Ketoconazole is a synthetic imidazole, which is used for its anti-fungal properties, but also has anti-glucocorticoid effect [133, 134].

Meyerle et al. looked at 5 patients with CSCR treated with ketoconazole 600 mg od for 4 weeks in a retrospective case review [135]. Mean BCVA and OCT findings showed no change from baseline, at 4 weeks or 8 weeks, despite measured endogenous cortisol being lower at week 4.

Golshahi et al. showed similar findings in a non-randomised, control study comparing ketoconazole 200 mg/day to control in patients with CSCR for 4 weeks [136]. Mean BCVA and OCT changes improved in both arms but there was no statistically significant difference between groups.

Despite the theoretical treatment effect, there has so far been no evidence to suggest the use of ketoconazole in CSCR.

Antioxidants and curcum-phospholipids

As discussed, inflammation and oxidative stress have been hypothesised as a causative pathway in CSCR. In a randomised, placebo-controlled trial by Ratanasukon et al., patients with acute CSCR were assigned to receive high-dose antioxidants or placebo for 3 months or until resolution of SRF [137]. There was found to be no statistically significant difference between the groups in reduction of CMT or improvement in BCVA; however, there was a reduction in additional treatment needed at the end of 3 months in the antioxidant arm.

Further studies by Mazzolani et al. looked at the effect of curcumin-phospholipid (lecithin) formulation (Norflo), another antioxidant, in 18 eyes of 12 patients with acute and chronic CSCR [138, 139]. There was reduction in neuroretinal thickness at 6 months and 95% showed reduction at 12 months. Mean BCVA improved at 6 months and 61% showed statistically significant improvement at 12 months with no patients reducing VA. Lack of comparison in this study allows the possibility of spontaneous resolution to occur; thus, the results must be interpreted with caution.

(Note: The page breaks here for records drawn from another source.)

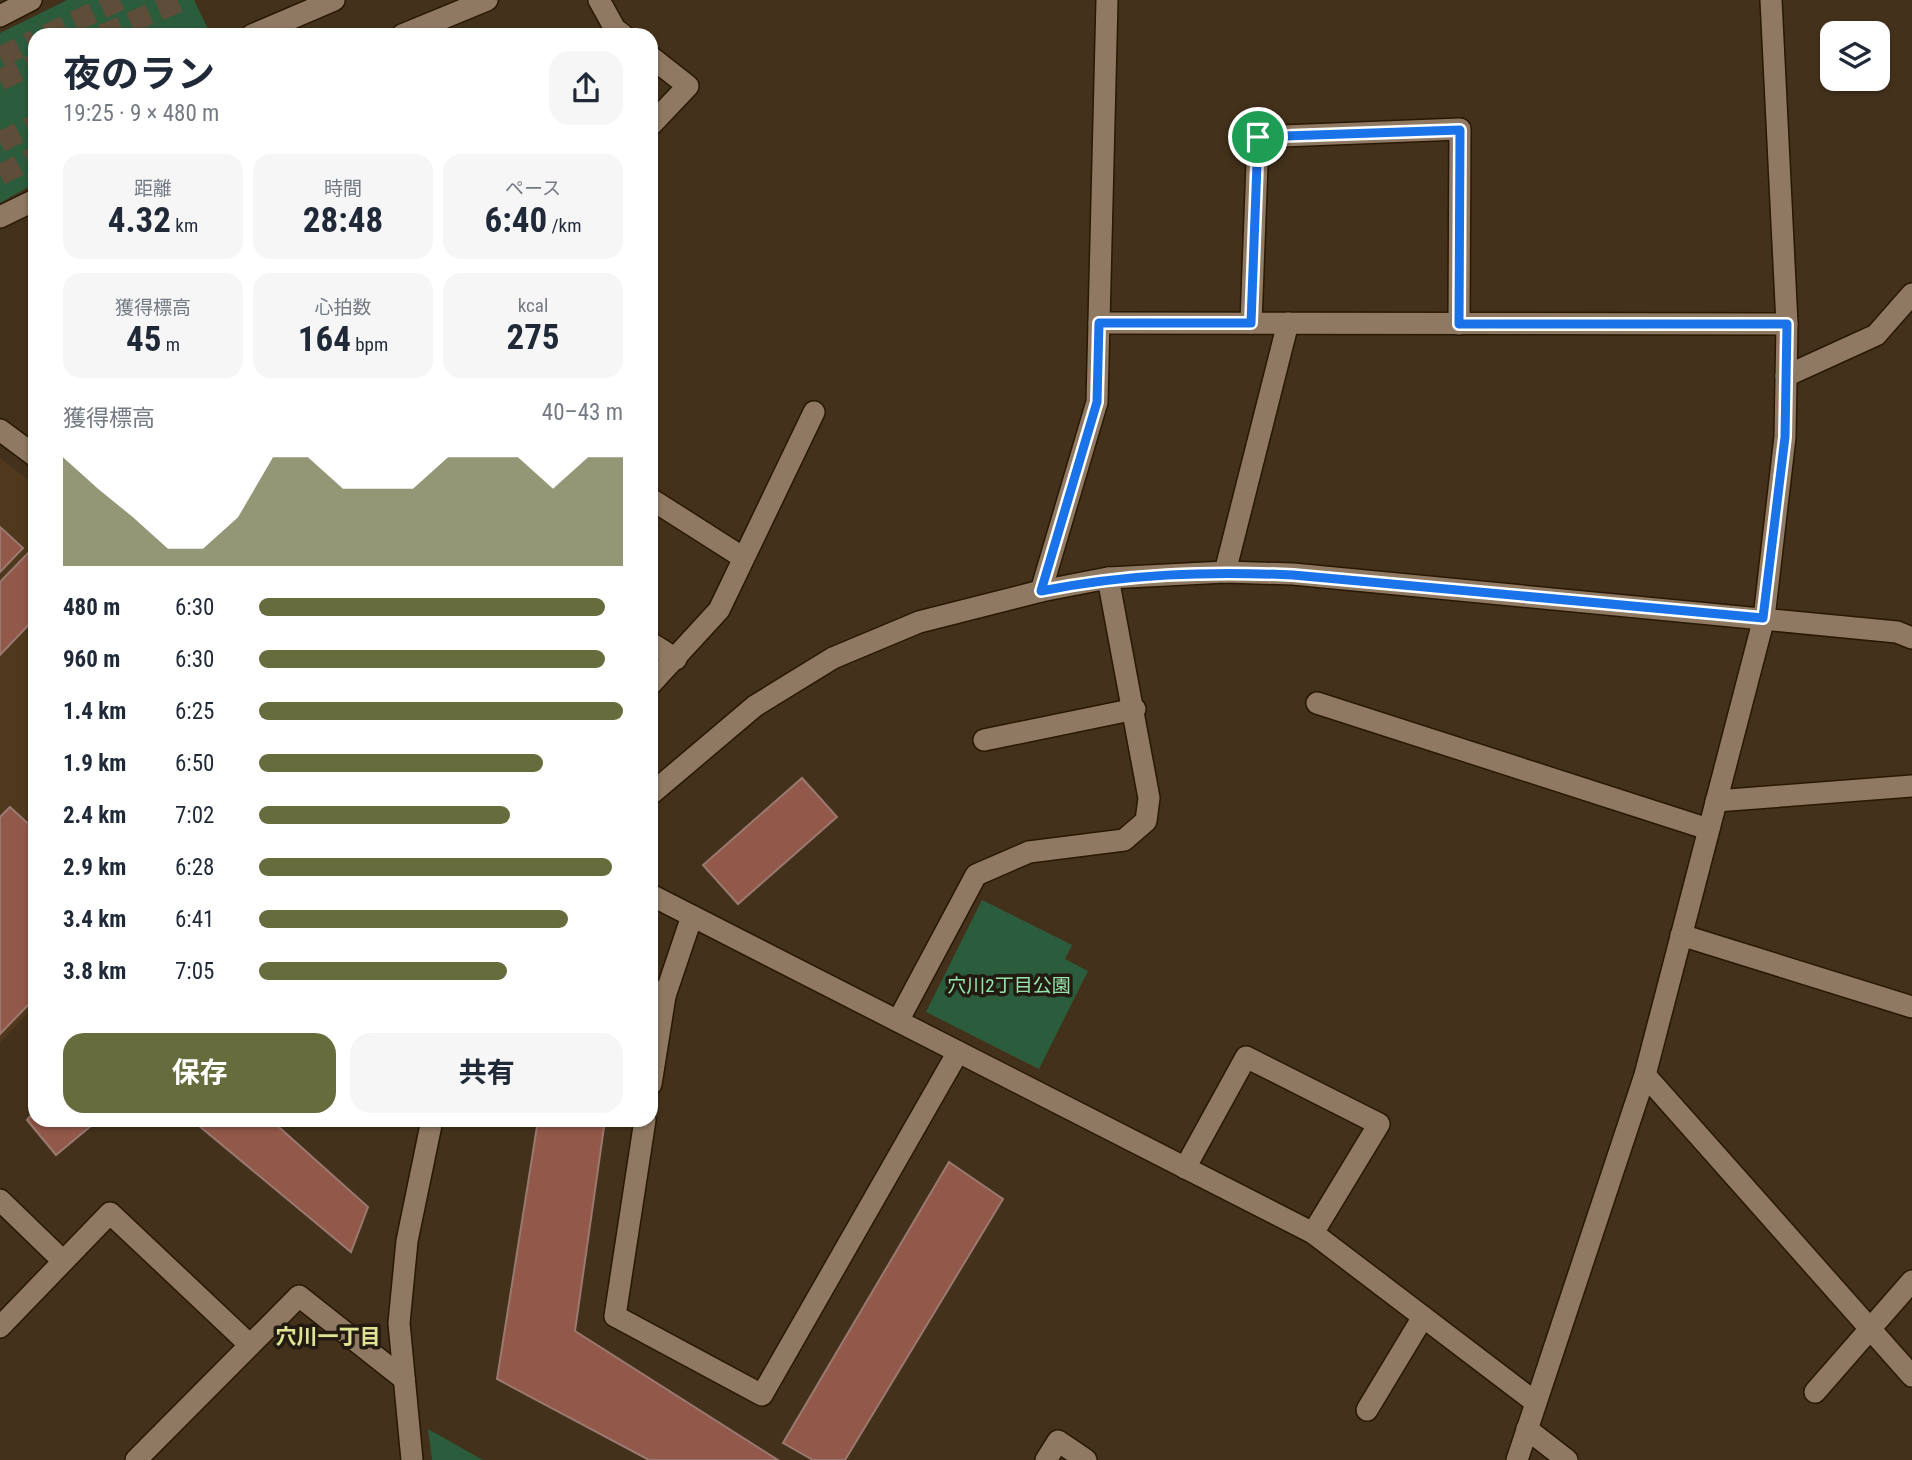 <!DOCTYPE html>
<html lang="ja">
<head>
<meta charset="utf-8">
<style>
	body { margin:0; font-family:"Roboto Condensed","Noto Sans JP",sans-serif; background:#f6f6f7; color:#1f2937; height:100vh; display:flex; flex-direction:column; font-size:26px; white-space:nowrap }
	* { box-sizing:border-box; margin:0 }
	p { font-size:23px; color:#747a83 }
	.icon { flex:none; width:38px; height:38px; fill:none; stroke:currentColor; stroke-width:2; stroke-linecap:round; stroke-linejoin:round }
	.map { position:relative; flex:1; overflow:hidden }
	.sheet { position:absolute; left:28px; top:28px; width:630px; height:1099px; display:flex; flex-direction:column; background:#fff; border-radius:21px; box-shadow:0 2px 5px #0004 }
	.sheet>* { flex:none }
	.buttons { position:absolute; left:1820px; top:21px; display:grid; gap:14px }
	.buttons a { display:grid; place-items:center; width:70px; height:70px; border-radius:14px; background:#fff; box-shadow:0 2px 5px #0004; font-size:35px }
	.pin { position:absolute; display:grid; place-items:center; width:60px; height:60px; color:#fff; margin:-30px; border:4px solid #fff; border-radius:50%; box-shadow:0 2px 7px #0007 }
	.round { display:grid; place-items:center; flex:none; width:74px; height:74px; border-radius:21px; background:#f6f6f7 }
	.headline { display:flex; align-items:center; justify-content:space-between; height:119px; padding:0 35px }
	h1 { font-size:38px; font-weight:700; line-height:52px }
	.metrics { display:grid; grid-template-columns:repeat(3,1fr); gap:10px; height:119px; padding:7px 35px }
	.metrics div { display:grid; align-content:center; border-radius:18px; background:#f6f6f7; text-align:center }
	.metrics b { font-size:35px; font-weight:700 }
	.metrics small { font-size:19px; font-weight:400 }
	.metrics p { font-size:19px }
	.chart { height:196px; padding:14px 35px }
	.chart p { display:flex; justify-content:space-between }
	.chart svg { width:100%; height:126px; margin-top:7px; fill:#666c3c; opacity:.7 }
	.cta { display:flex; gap:14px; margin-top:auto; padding:14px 35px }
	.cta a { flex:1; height:80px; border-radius:21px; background:#666c3c; color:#fff; font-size:28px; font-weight:700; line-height:80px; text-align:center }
	.cta a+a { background:#f6f6f7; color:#1f2937 }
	ul { padding:0 35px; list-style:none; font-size:23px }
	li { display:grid; grid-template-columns:112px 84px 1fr; align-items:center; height:52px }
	li i { height:18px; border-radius:9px; background:#666c3c }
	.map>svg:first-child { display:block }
	.built { fill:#4f381c }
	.green { fill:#2b5c3c }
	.building { fill:#925849; stroke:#9a7970; stroke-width:2 }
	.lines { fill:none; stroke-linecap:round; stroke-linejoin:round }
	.minor-tunnel { stroke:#5e4d38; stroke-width:21; stroke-dasharray:21 10; stroke-linecap:butt }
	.minor-casing { stroke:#291804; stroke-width:24 }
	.minor { stroke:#8f7962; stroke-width:21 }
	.route-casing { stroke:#fff; stroke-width:14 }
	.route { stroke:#1a73e8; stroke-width:9 }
	.labels { text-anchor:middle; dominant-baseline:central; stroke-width:7; stroke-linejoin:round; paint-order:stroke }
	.park-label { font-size:19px; fill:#95e5ad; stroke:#231b11 }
	.neighbourhood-label { font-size:21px; font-weight:bold; fill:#dfe394; stroke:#231b11 }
</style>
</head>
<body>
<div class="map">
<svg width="1912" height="1460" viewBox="0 0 1912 1460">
	<rect width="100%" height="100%" fill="#43311b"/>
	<path class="built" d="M0 458 35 485V1006L0 1043Z"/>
	<g class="green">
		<path d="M67 0H194L211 35H35V183L0 203V33Z"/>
		<path d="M982 900 1072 945 1065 959 1088 971 1039 1069 926 1012Z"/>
		<path d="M428 1429 483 1460H432Z"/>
	</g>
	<g class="building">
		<path d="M0 527 23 548 0 572Z"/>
		<path d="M29 552 35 557V618L0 655V582Z"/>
		<path d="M802 778 837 817 738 904 703 865Z"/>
		<path d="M10 807 35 830V998L0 1034V817Z"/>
		<path d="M35 1110V1120H98L56 1155 27 1120Z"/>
		<path d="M192 1120H271L368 1207 351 1252Z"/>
		<path d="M538 1120H605L575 1331 778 1460H649L497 1379Z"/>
		<path d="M949 1162 1003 1199 845 1460H813L783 1443Z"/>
	</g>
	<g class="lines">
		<g class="minor-tunnel">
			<path d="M46 35 120 0"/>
			<path d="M102 35 183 0"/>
			<path d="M0 57 35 40"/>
			<path d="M0 80 35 64"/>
			<path d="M0 142 35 125"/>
			<path d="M0 175 35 157"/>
		</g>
		<defs>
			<g id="minor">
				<path d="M599 0 615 29 623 35"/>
				<path d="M0 16 31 0"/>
				<path d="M252 35 334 0"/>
				<path d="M402 35 487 0"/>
				<path d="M651 57 688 86 651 125"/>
				<path d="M0 217 35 200"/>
				<path d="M1099 323 1787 324"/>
				<path d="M1251 323 1258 137 1460 129 1459 324"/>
				<path d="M1786 376 1876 335 1912 294"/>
				<path d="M0 430 35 456"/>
				<path d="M651 499 742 557"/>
				<path d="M1225 572 1288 323"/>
				<path d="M1041 591 1097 402 1107 0"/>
				<path d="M651 643 676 659"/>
				<path d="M651 684 719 610 814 412"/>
				<path d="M1317 703 1708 829"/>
				<path d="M984 740 1135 709"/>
				<path d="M651 794 755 706 833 658 919 622 1041 591 1108 578 1225 572 1293 574 1897 632 1912 638"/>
				<path d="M1716 801 1912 786"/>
				<path d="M651 895 1313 1233 1535 1402"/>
				<path d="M1681 935 1912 1007"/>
				<path d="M651 989 665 996 651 1084"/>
				<path d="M665 996 692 916"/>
				<path d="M898 1021 976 875 1029 852 1124 840 1146 821 1149 798 1108 578"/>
				<path d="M1645 1075 1912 1376"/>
				<path d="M645 1120 615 1316 762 1395 958 1052"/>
				<path d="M1185 1168 1246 1057 1379 1124 1313 1233"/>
				<path d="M0 1200 63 1261"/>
				<path d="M0 1327 110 1213 250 1345"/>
				<path d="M1815 1392 1912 1281"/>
				<path d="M1367 1410 1423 1317"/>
				<path d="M1527 1429 1567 1460"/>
				<path d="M136 1460 299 1296 404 1379"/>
				<path d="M412 1460 399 1323 407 1241 432 1120"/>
				<path d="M1046 1460 1058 1441 1086 1460"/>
				<path d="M1517 1460 1645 1075 1764 618 1785 437 1787 324 1771 0"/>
			</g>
		</defs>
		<use href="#minor" class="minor-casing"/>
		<use href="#minor" class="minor"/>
	</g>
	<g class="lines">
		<defs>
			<path id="route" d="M1460 130 1459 324H1787L1785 437 1763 618 1293 575C1206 571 1127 574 1041 591L1097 402 1099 323H1251L1258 137Z"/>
		</defs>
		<use href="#route" class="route-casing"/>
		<use href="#route" class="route"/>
	</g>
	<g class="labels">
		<g class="park-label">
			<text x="1009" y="985">穴川2丁目公園</text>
		</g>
		<g class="neighbourhood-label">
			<text x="328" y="1337">穴川一丁目</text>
		</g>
	</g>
</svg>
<div class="buttons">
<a><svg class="icon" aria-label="layers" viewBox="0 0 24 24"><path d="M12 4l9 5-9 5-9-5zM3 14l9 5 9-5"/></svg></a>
</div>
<div class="pin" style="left:1258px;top:137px;background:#1e9e55"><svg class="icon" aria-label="arrive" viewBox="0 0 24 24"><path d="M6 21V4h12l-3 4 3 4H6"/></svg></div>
<section class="sheet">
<div class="headline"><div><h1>夜のラン</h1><p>19:25 · 9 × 480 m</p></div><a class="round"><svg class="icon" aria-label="share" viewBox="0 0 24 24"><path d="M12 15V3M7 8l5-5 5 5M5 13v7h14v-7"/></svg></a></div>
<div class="metrics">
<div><p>距離</p><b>4.32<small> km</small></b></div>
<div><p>時間</p><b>28:48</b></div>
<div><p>ペース</p><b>6:40<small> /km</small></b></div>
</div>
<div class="metrics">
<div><p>獲得標高</p><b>45<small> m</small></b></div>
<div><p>心拍数</p><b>164<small> bpm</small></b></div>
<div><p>kcal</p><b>275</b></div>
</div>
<div class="chart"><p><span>獲得標高</span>40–43 m</p>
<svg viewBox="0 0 160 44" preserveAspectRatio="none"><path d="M0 44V6L10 17L20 27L30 38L40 38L50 27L60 6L70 6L80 17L90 17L100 17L110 6L120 6L130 6L140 17L150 6L160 6V44z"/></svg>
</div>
<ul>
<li><b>480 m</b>6:30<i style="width:95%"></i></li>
<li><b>960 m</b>6:30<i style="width:95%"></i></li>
<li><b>1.4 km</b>6:25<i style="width:100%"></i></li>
<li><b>1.9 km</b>6:50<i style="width:78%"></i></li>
<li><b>2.4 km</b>7:02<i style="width:69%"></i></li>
<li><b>2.9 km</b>6:28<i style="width:97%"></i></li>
<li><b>3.4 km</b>6:41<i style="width:85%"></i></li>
<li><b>3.8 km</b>7:05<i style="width:68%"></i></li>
</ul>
<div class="cta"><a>保存</a><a>共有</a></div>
</section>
</div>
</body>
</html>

The evidence does not suggest the use of antioxidants for treatment of acute CSCR; however, it may play a role in reduction of treatment needed in chronic cases. However, further comparative studies would be needed to look at its use in both acute and more chronic cases.

Conclusions

This review has presented an overview of the scientific literature available for the evidence of the use of oral medications for the treatment of CSCR. Although none of the studies presented have provided robust evidence of efficacy of the medications presented, the MRAs, especially eplerenone, appear to have the best evidence for use in this condition, and may be suitable as a first line, non-invasive treatment to be tried in patients who decline or are unsuitable for other more invasive treatment modalities such as laser photocoagulation, PDT or intravitreal anti-VEGF injections.